- [TASK MATERIAL]:
┌──

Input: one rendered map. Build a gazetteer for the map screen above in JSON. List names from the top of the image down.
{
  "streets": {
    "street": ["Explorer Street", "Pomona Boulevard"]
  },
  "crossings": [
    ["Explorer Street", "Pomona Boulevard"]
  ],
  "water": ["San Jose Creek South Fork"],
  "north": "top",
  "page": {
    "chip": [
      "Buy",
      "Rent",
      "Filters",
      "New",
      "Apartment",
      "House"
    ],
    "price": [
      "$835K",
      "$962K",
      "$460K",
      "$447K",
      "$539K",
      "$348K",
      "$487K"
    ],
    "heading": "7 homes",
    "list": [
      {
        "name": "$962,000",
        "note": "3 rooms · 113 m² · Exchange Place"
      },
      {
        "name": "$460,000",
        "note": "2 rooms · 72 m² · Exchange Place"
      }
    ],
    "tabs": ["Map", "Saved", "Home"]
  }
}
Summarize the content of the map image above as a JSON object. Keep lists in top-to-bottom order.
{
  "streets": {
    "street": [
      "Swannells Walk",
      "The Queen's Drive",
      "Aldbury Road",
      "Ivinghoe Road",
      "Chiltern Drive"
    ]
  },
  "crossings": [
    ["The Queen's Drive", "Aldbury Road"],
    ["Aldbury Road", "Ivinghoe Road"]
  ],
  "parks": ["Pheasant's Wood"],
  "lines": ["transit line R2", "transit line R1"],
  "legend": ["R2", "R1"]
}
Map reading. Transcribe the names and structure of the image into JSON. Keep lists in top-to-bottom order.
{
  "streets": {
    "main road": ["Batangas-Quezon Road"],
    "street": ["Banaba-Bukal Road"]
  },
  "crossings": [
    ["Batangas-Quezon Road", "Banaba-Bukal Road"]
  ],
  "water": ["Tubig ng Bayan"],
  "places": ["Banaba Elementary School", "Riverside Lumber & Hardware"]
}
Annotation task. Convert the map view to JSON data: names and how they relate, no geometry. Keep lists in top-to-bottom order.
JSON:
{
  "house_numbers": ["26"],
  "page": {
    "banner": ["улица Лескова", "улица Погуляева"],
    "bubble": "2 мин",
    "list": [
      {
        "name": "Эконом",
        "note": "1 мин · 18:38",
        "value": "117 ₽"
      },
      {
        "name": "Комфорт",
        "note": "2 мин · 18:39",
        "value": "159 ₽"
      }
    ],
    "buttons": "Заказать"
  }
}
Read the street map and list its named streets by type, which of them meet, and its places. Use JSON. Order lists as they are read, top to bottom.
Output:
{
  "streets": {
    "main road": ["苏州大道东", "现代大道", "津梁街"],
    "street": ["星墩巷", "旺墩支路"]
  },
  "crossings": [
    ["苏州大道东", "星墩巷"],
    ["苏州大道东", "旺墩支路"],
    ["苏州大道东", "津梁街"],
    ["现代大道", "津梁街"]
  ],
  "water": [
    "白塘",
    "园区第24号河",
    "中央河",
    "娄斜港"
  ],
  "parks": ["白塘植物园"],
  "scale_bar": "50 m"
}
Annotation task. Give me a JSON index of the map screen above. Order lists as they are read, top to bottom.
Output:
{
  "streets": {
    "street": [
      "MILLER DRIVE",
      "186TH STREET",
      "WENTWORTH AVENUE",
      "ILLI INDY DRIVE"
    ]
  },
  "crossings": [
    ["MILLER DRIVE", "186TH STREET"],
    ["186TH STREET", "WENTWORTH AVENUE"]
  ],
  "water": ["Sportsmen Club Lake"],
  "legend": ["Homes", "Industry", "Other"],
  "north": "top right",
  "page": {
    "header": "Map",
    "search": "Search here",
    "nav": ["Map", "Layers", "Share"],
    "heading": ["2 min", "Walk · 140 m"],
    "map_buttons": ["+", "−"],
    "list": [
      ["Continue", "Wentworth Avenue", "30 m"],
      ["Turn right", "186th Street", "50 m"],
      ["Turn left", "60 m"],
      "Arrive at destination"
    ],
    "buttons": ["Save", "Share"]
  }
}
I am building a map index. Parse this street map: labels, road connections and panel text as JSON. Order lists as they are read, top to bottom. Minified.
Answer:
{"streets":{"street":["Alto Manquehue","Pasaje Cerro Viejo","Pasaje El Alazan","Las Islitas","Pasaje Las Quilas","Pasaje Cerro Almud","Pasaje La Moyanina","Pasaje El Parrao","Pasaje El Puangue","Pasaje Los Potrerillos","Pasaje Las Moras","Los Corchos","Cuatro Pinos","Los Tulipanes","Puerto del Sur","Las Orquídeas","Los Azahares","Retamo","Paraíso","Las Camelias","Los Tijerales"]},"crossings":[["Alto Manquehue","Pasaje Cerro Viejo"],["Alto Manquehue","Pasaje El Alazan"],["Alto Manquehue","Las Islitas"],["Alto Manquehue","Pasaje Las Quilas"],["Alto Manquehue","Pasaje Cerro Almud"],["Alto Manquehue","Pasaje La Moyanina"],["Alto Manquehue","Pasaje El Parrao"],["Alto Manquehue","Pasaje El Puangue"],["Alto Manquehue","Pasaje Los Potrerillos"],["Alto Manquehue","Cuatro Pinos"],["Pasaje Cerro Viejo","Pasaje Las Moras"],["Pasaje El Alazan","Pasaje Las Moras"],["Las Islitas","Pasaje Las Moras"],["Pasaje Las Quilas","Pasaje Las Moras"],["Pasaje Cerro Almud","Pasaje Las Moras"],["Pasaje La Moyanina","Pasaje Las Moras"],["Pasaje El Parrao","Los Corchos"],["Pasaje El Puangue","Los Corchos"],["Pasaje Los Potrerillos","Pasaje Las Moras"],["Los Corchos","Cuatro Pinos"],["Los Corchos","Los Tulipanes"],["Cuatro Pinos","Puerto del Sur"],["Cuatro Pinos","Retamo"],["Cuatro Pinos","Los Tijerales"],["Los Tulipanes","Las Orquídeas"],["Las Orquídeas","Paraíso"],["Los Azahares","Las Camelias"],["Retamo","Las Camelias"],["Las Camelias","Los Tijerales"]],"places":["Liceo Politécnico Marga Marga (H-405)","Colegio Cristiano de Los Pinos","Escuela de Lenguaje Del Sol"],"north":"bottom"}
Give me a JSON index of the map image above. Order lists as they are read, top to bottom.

└──

Which lines of the listing contain the string "Annotation"? Copy every one of them.

Annotation task. Convert the map view to JSON data: names and how they relate, no geometry. Keep lists in top-to-bottom order.
Annotation task. Give me a JSON index of the map screen above. Order lists as they are read, top to bottom.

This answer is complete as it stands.